Pour le candidat, cette amélioration passe d’abord et avant tout par le rapatriement du pouvoir de décision, qui a été éloigné du territoire au cours des dix dernières années. Il est impératif, selon lui, de redonner ce pouvoir aux personnes qui connaissent le mieux la réalité du terrain, soit les équipes de soins, les gestionnaires locaux et les professionnels de la région.

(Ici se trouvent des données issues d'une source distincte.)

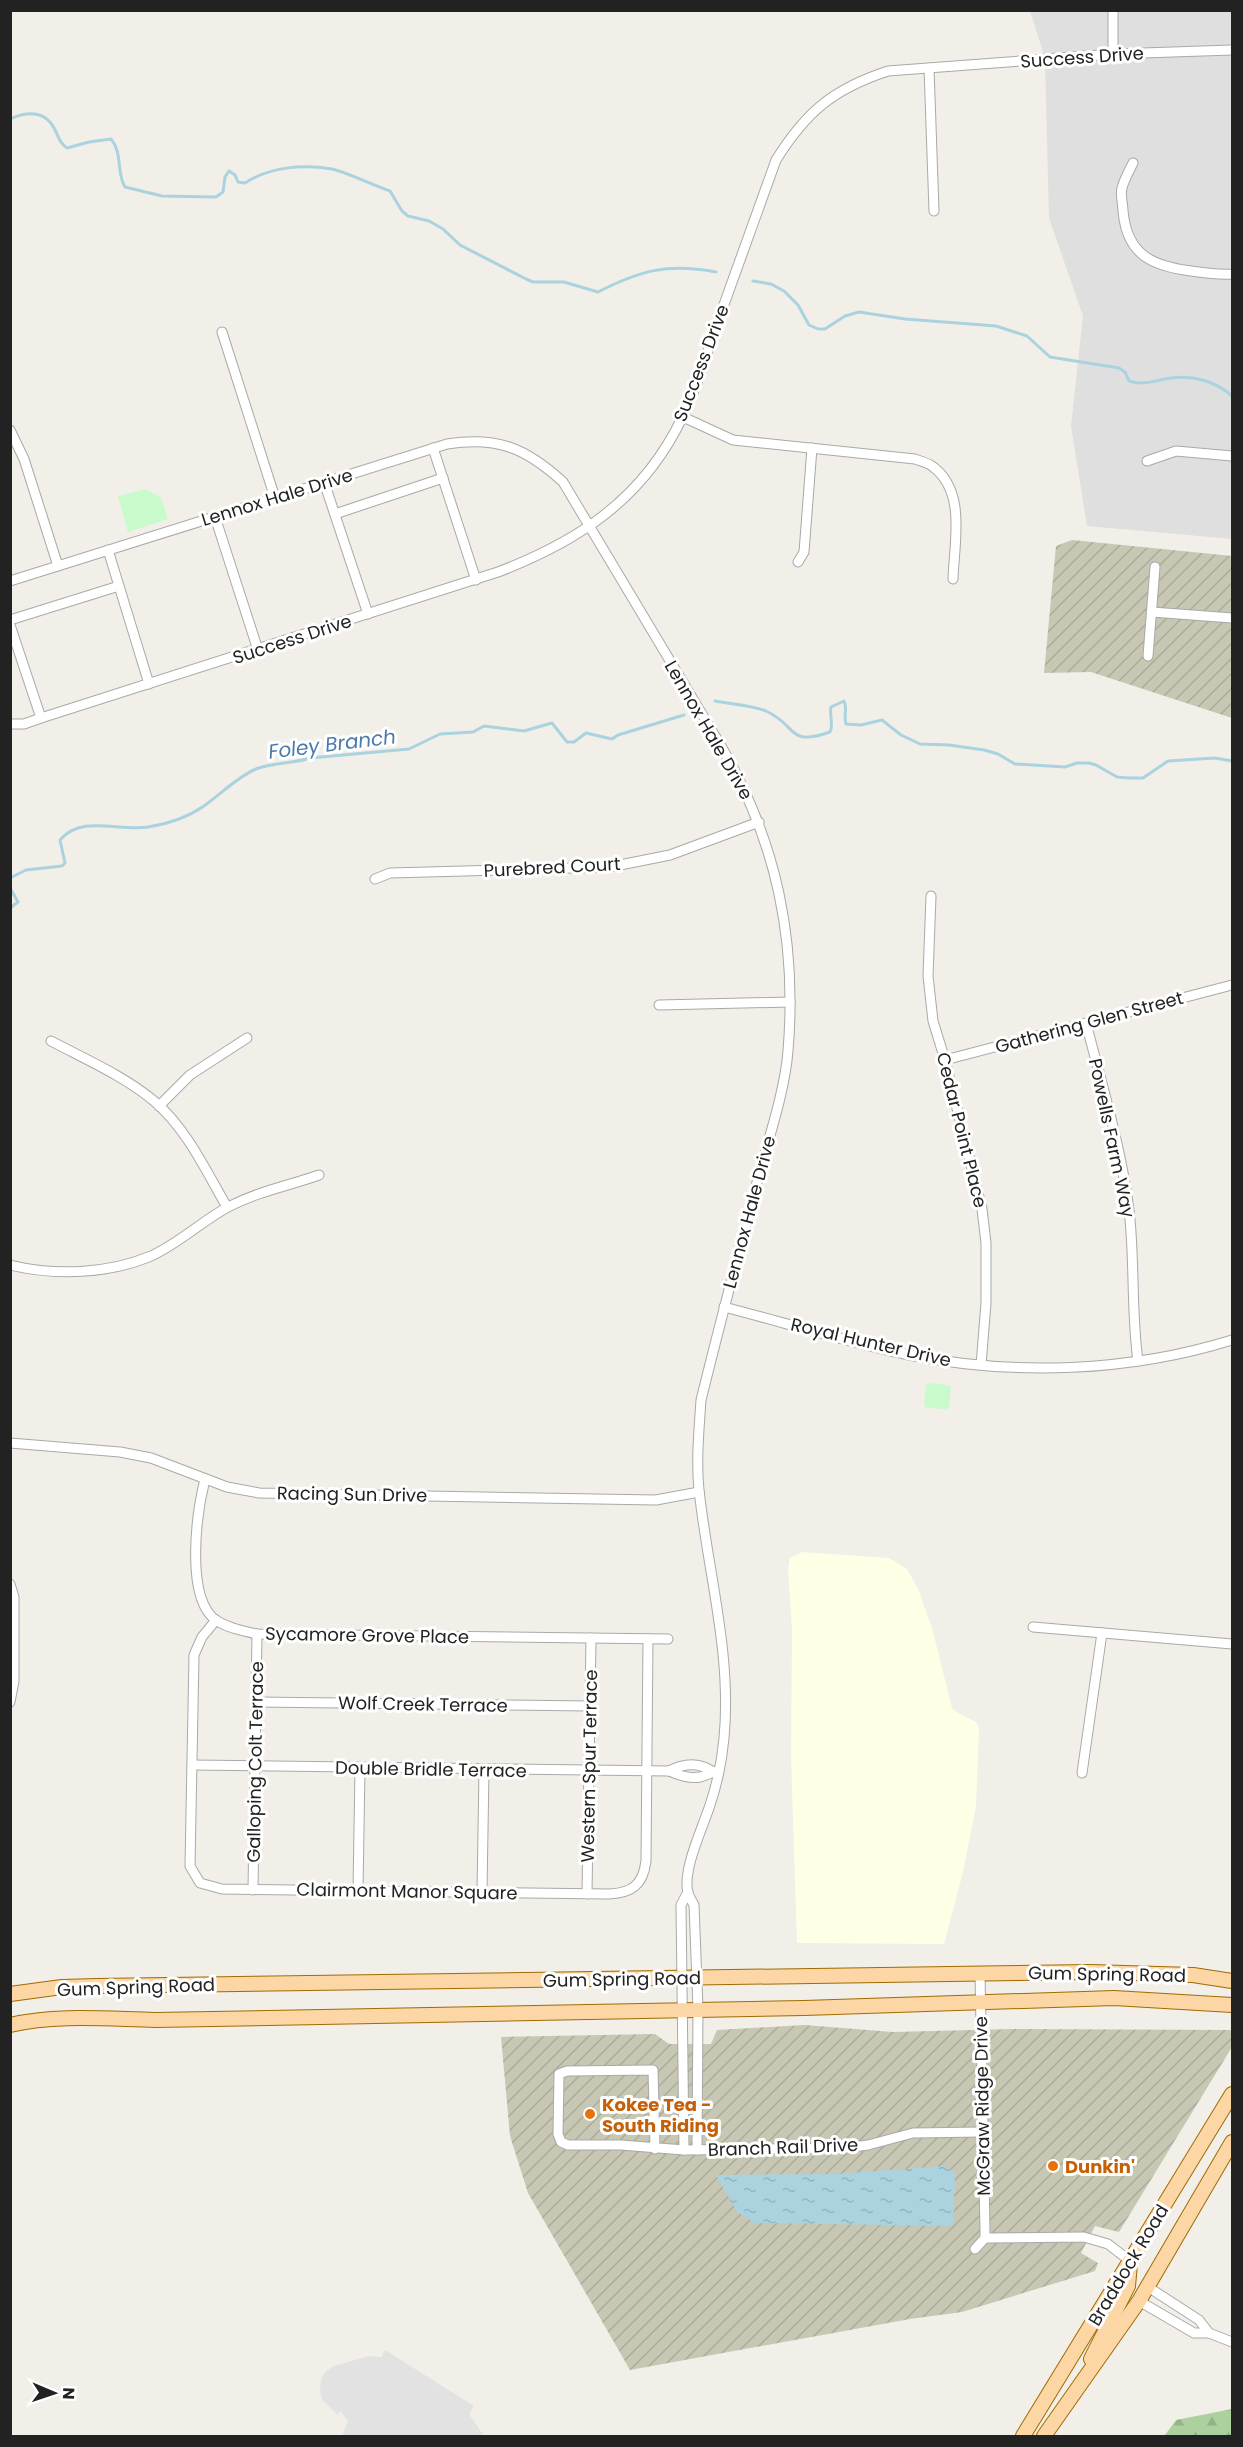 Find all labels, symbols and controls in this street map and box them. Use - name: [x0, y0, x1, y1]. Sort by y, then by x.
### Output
- street label: Success Drive: [1019, 40, 1145, 74]
- street label: Success Drive: [667, 301, 735, 425]
- street label: Lennox Hale Drive: [198, 462, 356, 532]
- street label: Success Drive: [229, 608, 355, 670]
- street label: Lennox Hale Drive: [659, 656, 759, 804]
- water label: Foley Branch: [267, 722, 397, 766]
- street label: Purebred Court: [483, 851, 621, 883]
- street label: Gathering Glen Street: [992, 985, 1186, 1059]
- street label: Cedar Point Place: [931, 1050, 993, 1210]
- street label: Powells Farm Way: [1083, 1056, 1141, 1220]
- street label: Lennox Hale Drive: [717, 1133, 781, 1291]
- street label: Royal Hunter Drive: [788, 1311, 954, 1373]
- street label: Racing Sun Drive: [277, 1480, 427, 1508]
- street label: Sycamore Grove Place: [265, 1621, 469, 1649]
- street label: Galloping Colt Terrace: [241, 1661, 269, 1863]
- street label: Western Spur Terrace: [575, 1669, 603, 1863]
- street label: Wolf Creek Terrace: [338, 1690, 508, 1718]
- street label: Double Bridle Terrace: [335, 1755, 527, 1783]
- street label: Clairmont Manor Square: [296, 1877, 518, 1905]
- street label: Gum Spring Road: [1028, 1960, 1186, 1988]
- street label: Gum Spring Road: [543, 1965, 701, 1993]
- street label: Gum Spring Road: [57, 1972, 215, 2002]
- street label: McGraw Ridge Drive: [968, 2016, 996, 2196]
- place label: Kokee Tea - South Riding: [602, 2092, 719, 2138]
- marker: Kokee Tea - South Riding: [583, 2107, 597, 2121]
- street label: Branch Rail Drive: [707, 2132, 859, 2162]
- place label: Dunkin': [1065, 2154, 1135, 2179]
- marker: Dunkin': [1046, 2159, 1060, 2173]
- street label: Braddock Road: [1082, 2200, 1174, 2330]
- north arrow: [24, 2363, 84, 2423]
- text: N: [57, 2387, 80, 2400] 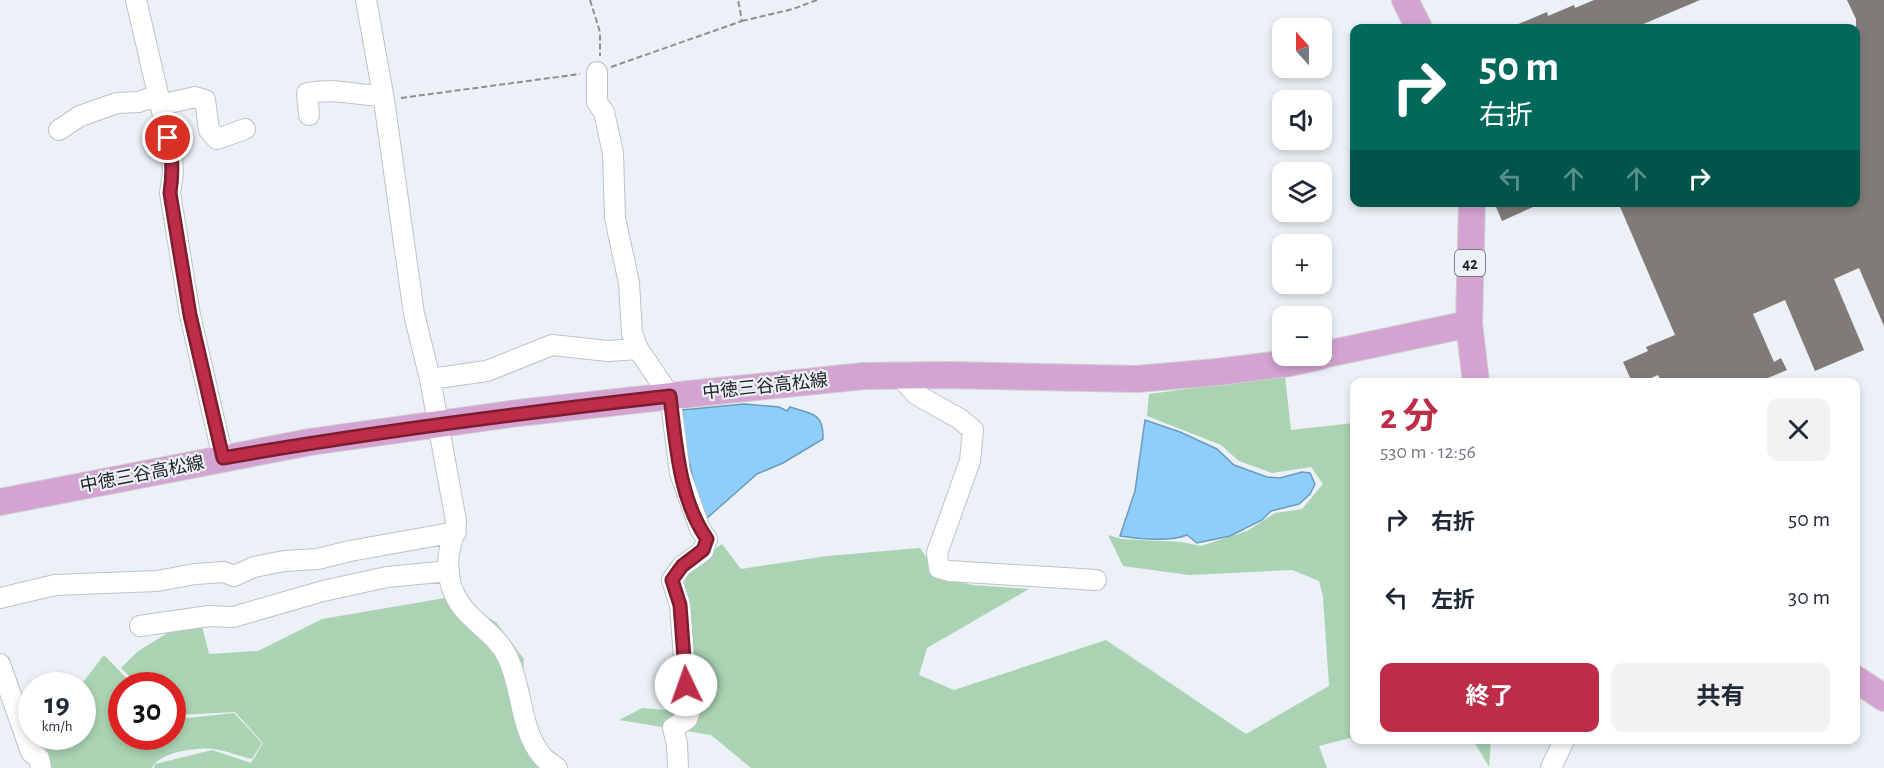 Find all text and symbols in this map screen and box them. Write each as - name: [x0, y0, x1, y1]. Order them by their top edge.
- north arrow: [1272, 18, 1332, 78]
- map controls: [1272, 18, 1332, 366]
- text: 50 m: [1479, 46, 1559, 88]
- icon: right: [1380, 48, 1458, 126]
- button: sound: [1272, 90, 1332, 150]
- text: 右折: [1479, 102, 1533, 129]
- pin: [142, 112, 193, 163]
- icon: arrive: [151, 121, 184, 154]
- button: layers: [1272, 162, 1332, 222]
- icon: left: [1494, 162, 1527, 195]
- icon: ahead: [1557, 162, 1590, 195]
- icon: ahead: [1620, 162, 1653, 195]
- icon: right: [1683, 162, 1716, 195]
- button: +: [1272, 234, 1332, 294]
- road number: 42: [1455, 250, 1485, 276]
- button: −: [1272, 306, 1332, 366]
- street label: 中徳三谷高松線: [701, 369, 829, 403]
- button: close: [1767, 398, 1830, 461]
- text: 2 分: [1380, 399, 1438, 435]
- text: 530 m · 12:56: [1380, 442, 1476, 462]
- street label: 中徳三谷高松線: [78, 452, 206, 496]
- icon: right: [1380, 503, 1413, 536]
- text: 50 m: [1788, 508, 1830, 530]
- text: 右折: [1431, 511, 1475, 533]
- icon: left: [1380, 581, 1413, 614]
- text: 30 m: [1788, 586, 1830, 608]
- text: 左折: [1431, 589, 1475, 611]
- position arrow: [654, 653, 718, 717]
- button: 終了: [1380, 663, 1599, 732]
- button: 共有: [1611, 663, 1830, 732]
- speed limit sign: 30: [108, 672, 186, 750]
- text: 19: [44, 689, 70, 719]
- text: km/h: [42, 719, 72, 734] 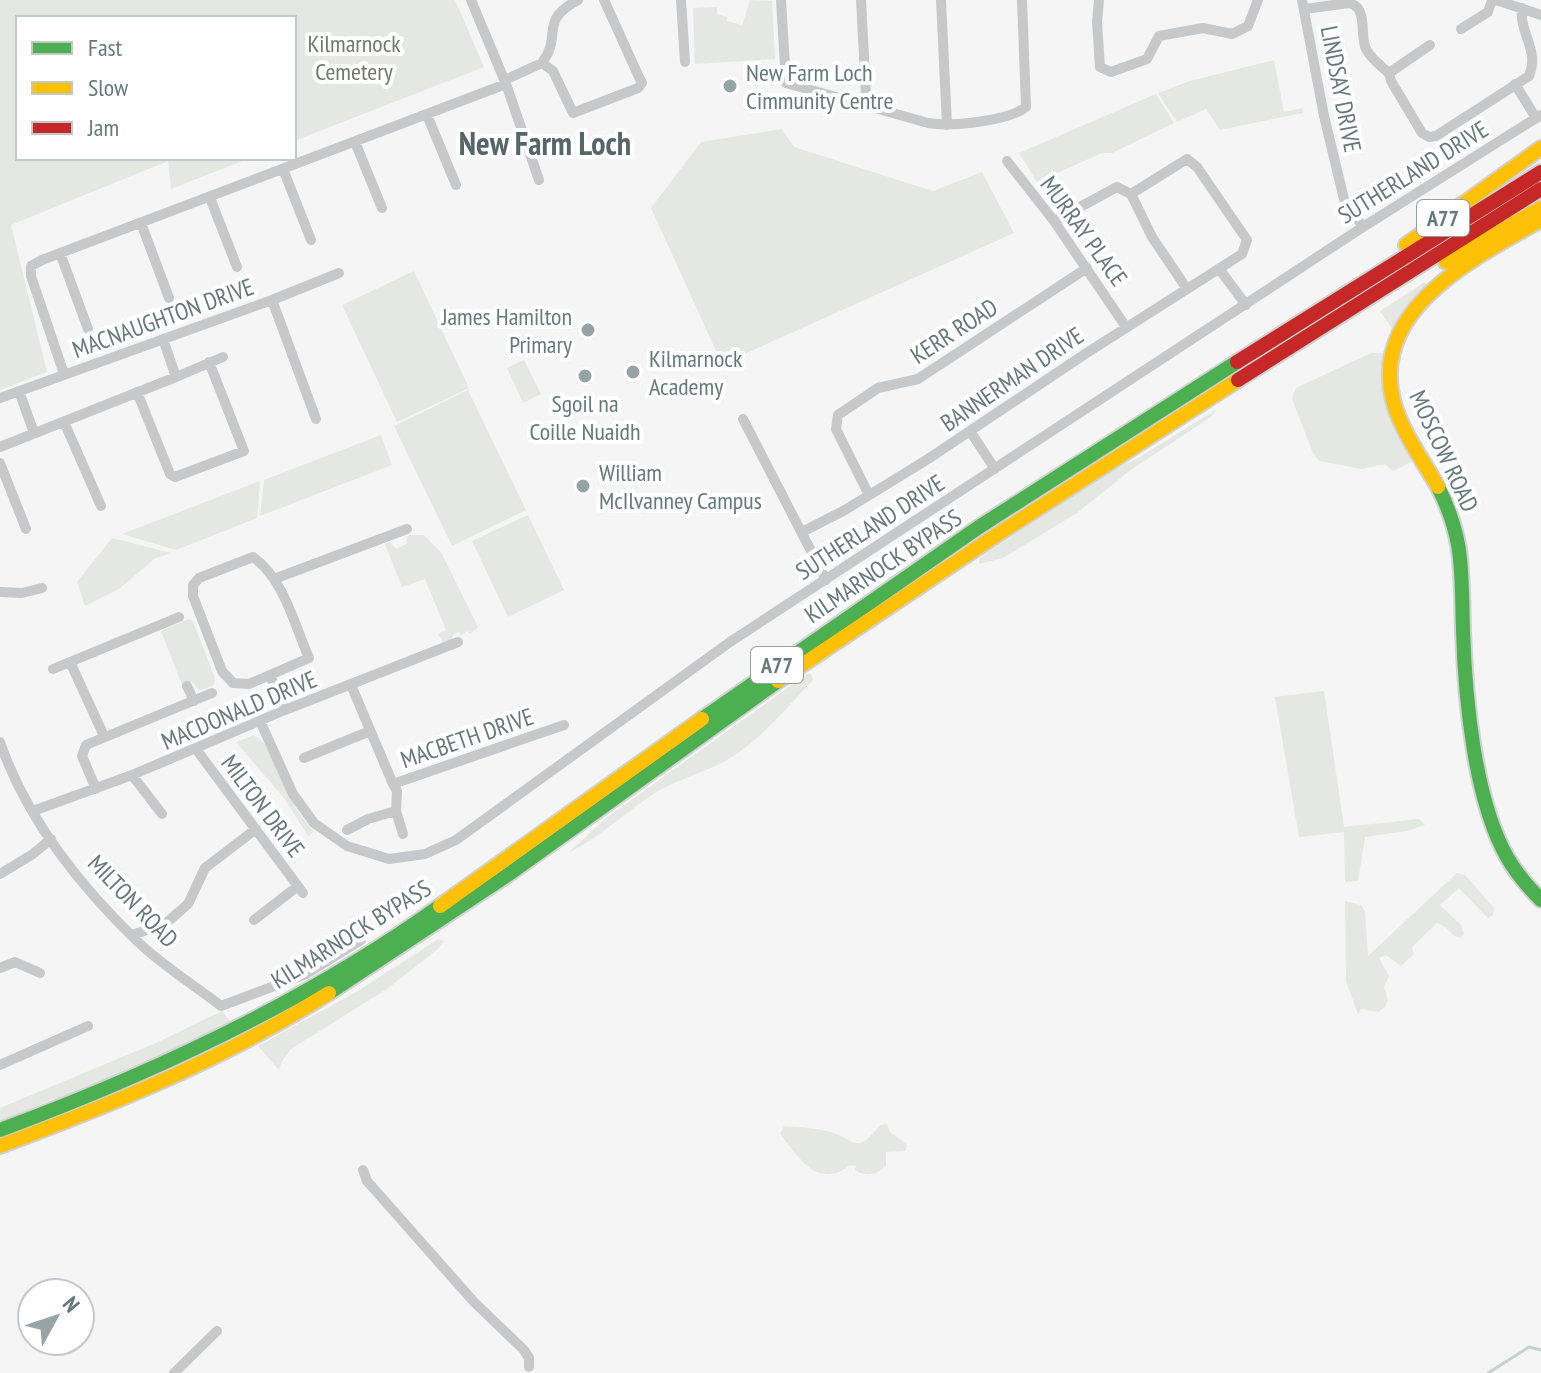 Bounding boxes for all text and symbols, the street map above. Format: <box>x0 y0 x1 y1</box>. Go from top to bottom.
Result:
legend <box>16 16 296 160</box>
street label: LINDSAY DRIVE <box>1314 23 1368 155</box>
park label: Kilmarnock Cemetery <box>307 28 401 87</box>
text: Fast <box>88 32 123 63</box>
place label: New Farm Loch Cimmunity Centre <box>746 57 893 116</box>
text: Slow <box>88 72 129 103</box>
marker: New Farm Loch Cimmunity Centre <box>721 77 739 95</box>
text: Jam <box>87 112 119 143</box>
street label: SUTHERLAND DRIVE <box>1332 113 1494 231</box>
district label: New Farm Loch <box>459 122 631 164</box>
street label: MURRAY PLACE <box>1034 170 1134 292</box>
road number: A77 <box>1417 200 1469 236</box>
street label: MACNAUGHTON DRIVE <box>68 271 258 365</box>
street label: KERR ROAD <box>905 291 1003 371</box>
place label: James Hamilton Primary <box>441 301 572 360</box>
street label: BANNERMAN DRIVE <box>934 320 1090 438</box>
marker: James Hamilton Primary <box>579 321 597 339</box>
place label: Kilmarnock Academy <box>649 343 743 402</box>
marker: Kilmarnock Academy <box>624 363 642 381</box>
marker: Sgoil na Coille Nuaidh <box>576 367 594 385</box>
street label: MOSCOW ROAD <box>1402 385 1486 517</box>
place label: Sgoil na Coille Nuaidh <box>529 388 641 447</box>
place label: William McIlvanney Campus <box>599 457 762 516</box>
street label: SUTHERLAND DRIVE <box>790 467 950 587</box>
marker: William McIlvanney Campus <box>574 477 592 495</box>
street label: KILMARNOCK BYPASS <box>799 502 967 630</box>
road number: A77 <box>751 647 803 683</box>
street label: MACDONALD DRIVE <box>157 663 321 757</box>
street label: MACBETH DRIVE <box>396 701 538 775</box>
street label: MILTON DRIVE <box>214 749 312 863</box>
street label: MILTON ROAD <box>81 848 185 954</box>
street label: KILMARNOCK BYPASS <box>265 872 437 996</box>
north arrow <box>16 1277 96 1357</box>
text: N <box>57 1291 86 1318</box>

S’il est élu député de Richelieu, Jocelyn Desjardins consacrera donc ses efforts, dès octobre, à trois combats locaux :

• Obtenir que les responsables locaux disposent d’une capacité réelle de décision sur l’allocation des ressources disponibles sur notre territoire.
• Défendre le renforcement des soins de proximité, notamment au CLSC Gaston-Bélanger de Sorel-Tracy et dans les points de service du territoire, incluant Contrecœur.
• Faire de la gouvernance locale de l’Hôtel-Dieu de Sorel un exemple concret et probant de décentralisation, en donnant une réelle capacité d’action aux professionnels, aux gestionnaires et aux citoyens du territoire.

Rappelons que le chef Paul St-Pierre Plamondon, a annoncé qu’un gouvernement du Parti Québécois s’engageait à :

• abolir la société d’État Santé Québec, tout en maintenant le principe d’un employeur unique afin de protéger les travailleuses et travailleurs du réseau,
• régionaliser et simplifier la prise de décision dans le système de santé,
• renforcer la première ligne par les CLSC,
• et réduire les listes d’attente en chirurgie.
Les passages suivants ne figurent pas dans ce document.